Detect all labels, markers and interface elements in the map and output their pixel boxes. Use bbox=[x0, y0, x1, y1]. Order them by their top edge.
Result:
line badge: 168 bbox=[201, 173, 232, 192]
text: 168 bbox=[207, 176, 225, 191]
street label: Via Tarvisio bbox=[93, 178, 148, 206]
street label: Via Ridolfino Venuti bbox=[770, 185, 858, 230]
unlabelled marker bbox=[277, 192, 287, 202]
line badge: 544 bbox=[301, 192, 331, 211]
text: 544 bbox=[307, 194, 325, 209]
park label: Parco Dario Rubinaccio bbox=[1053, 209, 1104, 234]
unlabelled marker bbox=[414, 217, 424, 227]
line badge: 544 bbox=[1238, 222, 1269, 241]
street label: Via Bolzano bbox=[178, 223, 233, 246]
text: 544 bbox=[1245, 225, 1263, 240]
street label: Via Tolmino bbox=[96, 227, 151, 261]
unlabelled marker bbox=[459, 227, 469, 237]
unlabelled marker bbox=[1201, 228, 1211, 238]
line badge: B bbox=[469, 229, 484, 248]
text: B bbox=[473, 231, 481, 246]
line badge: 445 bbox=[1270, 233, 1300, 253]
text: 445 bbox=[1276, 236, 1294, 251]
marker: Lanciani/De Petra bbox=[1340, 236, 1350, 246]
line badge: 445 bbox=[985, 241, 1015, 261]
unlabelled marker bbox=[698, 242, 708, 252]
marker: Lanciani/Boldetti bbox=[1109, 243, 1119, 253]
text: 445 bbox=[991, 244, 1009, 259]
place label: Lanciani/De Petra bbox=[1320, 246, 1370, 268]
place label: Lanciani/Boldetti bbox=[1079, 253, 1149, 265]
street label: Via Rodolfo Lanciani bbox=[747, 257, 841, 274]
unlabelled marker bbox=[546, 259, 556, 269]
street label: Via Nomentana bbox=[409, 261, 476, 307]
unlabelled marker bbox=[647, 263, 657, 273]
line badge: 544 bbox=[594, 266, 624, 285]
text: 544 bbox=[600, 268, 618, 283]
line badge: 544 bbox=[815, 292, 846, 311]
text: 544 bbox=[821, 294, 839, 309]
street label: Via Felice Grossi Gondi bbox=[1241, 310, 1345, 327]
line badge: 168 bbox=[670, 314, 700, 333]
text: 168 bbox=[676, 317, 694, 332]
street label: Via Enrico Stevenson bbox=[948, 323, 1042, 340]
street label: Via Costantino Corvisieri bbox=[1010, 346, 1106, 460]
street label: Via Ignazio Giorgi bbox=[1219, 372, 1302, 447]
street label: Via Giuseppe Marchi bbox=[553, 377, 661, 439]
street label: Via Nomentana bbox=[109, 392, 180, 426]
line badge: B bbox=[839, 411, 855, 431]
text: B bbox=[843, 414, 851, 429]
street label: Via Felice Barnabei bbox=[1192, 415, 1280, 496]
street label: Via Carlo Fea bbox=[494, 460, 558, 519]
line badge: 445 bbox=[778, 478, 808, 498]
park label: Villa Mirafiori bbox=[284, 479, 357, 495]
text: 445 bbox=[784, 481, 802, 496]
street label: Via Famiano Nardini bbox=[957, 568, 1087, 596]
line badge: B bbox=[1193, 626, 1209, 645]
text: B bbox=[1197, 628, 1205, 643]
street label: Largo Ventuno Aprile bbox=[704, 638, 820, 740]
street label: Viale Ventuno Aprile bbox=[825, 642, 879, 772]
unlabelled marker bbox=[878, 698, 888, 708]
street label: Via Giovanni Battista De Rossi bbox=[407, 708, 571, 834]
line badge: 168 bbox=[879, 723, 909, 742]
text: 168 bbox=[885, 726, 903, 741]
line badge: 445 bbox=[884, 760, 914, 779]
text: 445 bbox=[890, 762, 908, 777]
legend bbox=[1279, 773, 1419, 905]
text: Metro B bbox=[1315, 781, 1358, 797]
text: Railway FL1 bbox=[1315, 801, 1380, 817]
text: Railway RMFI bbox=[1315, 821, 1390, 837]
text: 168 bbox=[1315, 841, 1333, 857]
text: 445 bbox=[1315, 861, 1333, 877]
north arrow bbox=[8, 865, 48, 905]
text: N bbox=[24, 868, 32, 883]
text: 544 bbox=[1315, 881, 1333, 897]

__________

→ TASK: Could you reproduce every record above exactly as it stands?

→ EXERCISE OUTPUT:
Detect all labels, markers and interface elements in the map and output their pixel boxes. Use bbox=[x0, y0, x1, y1]. Order them by their top edge.
Result:
line badge: 168 bbox=[201, 173, 232, 192]
text: 168 bbox=[207, 176, 225, 191]
street label: Via Tarvisio bbox=[93, 178, 148, 206]
street label: Via Ridolfino Venuti bbox=[770, 185, 858, 230]
unlabelled marker bbox=[277, 192, 287, 202]
line badge: 544 bbox=[301, 192, 331, 211]
text: 544 bbox=[307, 194, 325, 209]
park label: Parco Dario Rubinaccio bbox=[1053, 209, 1104, 234]
unlabelled marker bbox=[414, 217, 424, 227]
line badge: 544 bbox=[1238, 222, 1269, 241]
street label: Via Bolzano bbox=[178, 223, 233, 246]
text: 544 bbox=[1245, 225, 1263, 240]
street label: Via Tolmino bbox=[96, 227, 151, 261]
unlabelled marker bbox=[459, 227, 469, 237]
unlabelled marker bbox=[1201, 228, 1211, 238]
line badge: B bbox=[469, 229, 484, 248]
text: B bbox=[473, 231, 481, 246]
line badge: 445 bbox=[1270, 233, 1300, 253]
text: 445 bbox=[1276, 236, 1294, 251]
marker: Lanciani/De Petra bbox=[1340, 236, 1350, 246]
line badge: 445 bbox=[985, 241, 1015, 261]
unlabelled marker bbox=[698, 242, 708, 252]
marker: Lanciani/Boldetti bbox=[1109, 243, 1119, 253]
text: 445 bbox=[991, 244, 1009, 259]
place label: Lanciani/De Petra bbox=[1320, 246, 1370, 268]
place label: Lanciani/Boldetti bbox=[1079, 253, 1149, 265]
street label: Via Rodolfo Lanciani bbox=[747, 257, 841, 274]
unlabelled marker bbox=[546, 259, 556, 269]
street label: Via Nomentana bbox=[409, 261, 476, 307]
unlabelled marker bbox=[647, 263, 657, 273]
line badge: 544 bbox=[594, 266, 624, 285]
text: 544 bbox=[600, 268, 618, 283]
line badge: 544 bbox=[815, 292, 846, 311]
text: 544 bbox=[821, 294, 839, 309]
street label: Via Felice Grossi Gondi bbox=[1241, 310, 1345, 327]
line badge: 168 bbox=[670, 314, 700, 333]
text: 168 bbox=[676, 317, 694, 332]
street label: Via Enrico Stevenson bbox=[948, 323, 1042, 340]
street label: Via Costantino Corvisieri bbox=[1010, 346, 1106, 460]
street label: Via Ignazio Giorgi bbox=[1219, 372, 1302, 447]
street label: Via Giuseppe Marchi bbox=[553, 377, 661, 439]
street label: Via Nomentana bbox=[109, 392, 180, 426]
line badge: B bbox=[839, 411, 855, 431]
text: B bbox=[843, 414, 851, 429]
street label: Via Felice Barnabei bbox=[1192, 415, 1280, 496]
street label: Via Carlo Fea bbox=[494, 460, 558, 519]
line badge: 445 bbox=[778, 478, 808, 498]
park label: Villa Mirafiori bbox=[284, 479, 357, 495]
text: 445 bbox=[784, 481, 802, 496]
street label: Via Famiano Nardini bbox=[957, 568, 1087, 596]
line badge: B bbox=[1193, 626, 1209, 645]
text: B bbox=[1197, 628, 1205, 643]
street label: Largo Ventuno Aprile bbox=[704, 638, 820, 740]
street label: Viale Ventuno Aprile bbox=[825, 642, 879, 772]
unlabelled marker bbox=[878, 698, 888, 708]
street label: Via Giovanni Battista De Rossi bbox=[407, 708, 571, 834]
line badge: 168 bbox=[879, 723, 909, 742]
text: 168 bbox=[885, 726, 903, 741]
line badge: 445 bbox=[884, 760, 914, 779]
text: 445 bbox=[890, 762, 908, 777]
legend bbox=[1279, 773, 1419, 905]
text: Metro B bbox=[1315, 781, 1358, 797]
text: Railway FL1 bbox=[1315, 801, 1380, 817]
text: Railway RMFI bbox=[1315, 821, 1390, 837]
text: 168 bbox=[1315, 841, 1333, 857]
text: 445 bbox=[1315, 861, 1333, 877]
north arrow bbox=[8, 865, 48, 905]
text: N bbox=[24, 868, 32, 883]
text: 544 bbox=[1315, 881, 1333, 897]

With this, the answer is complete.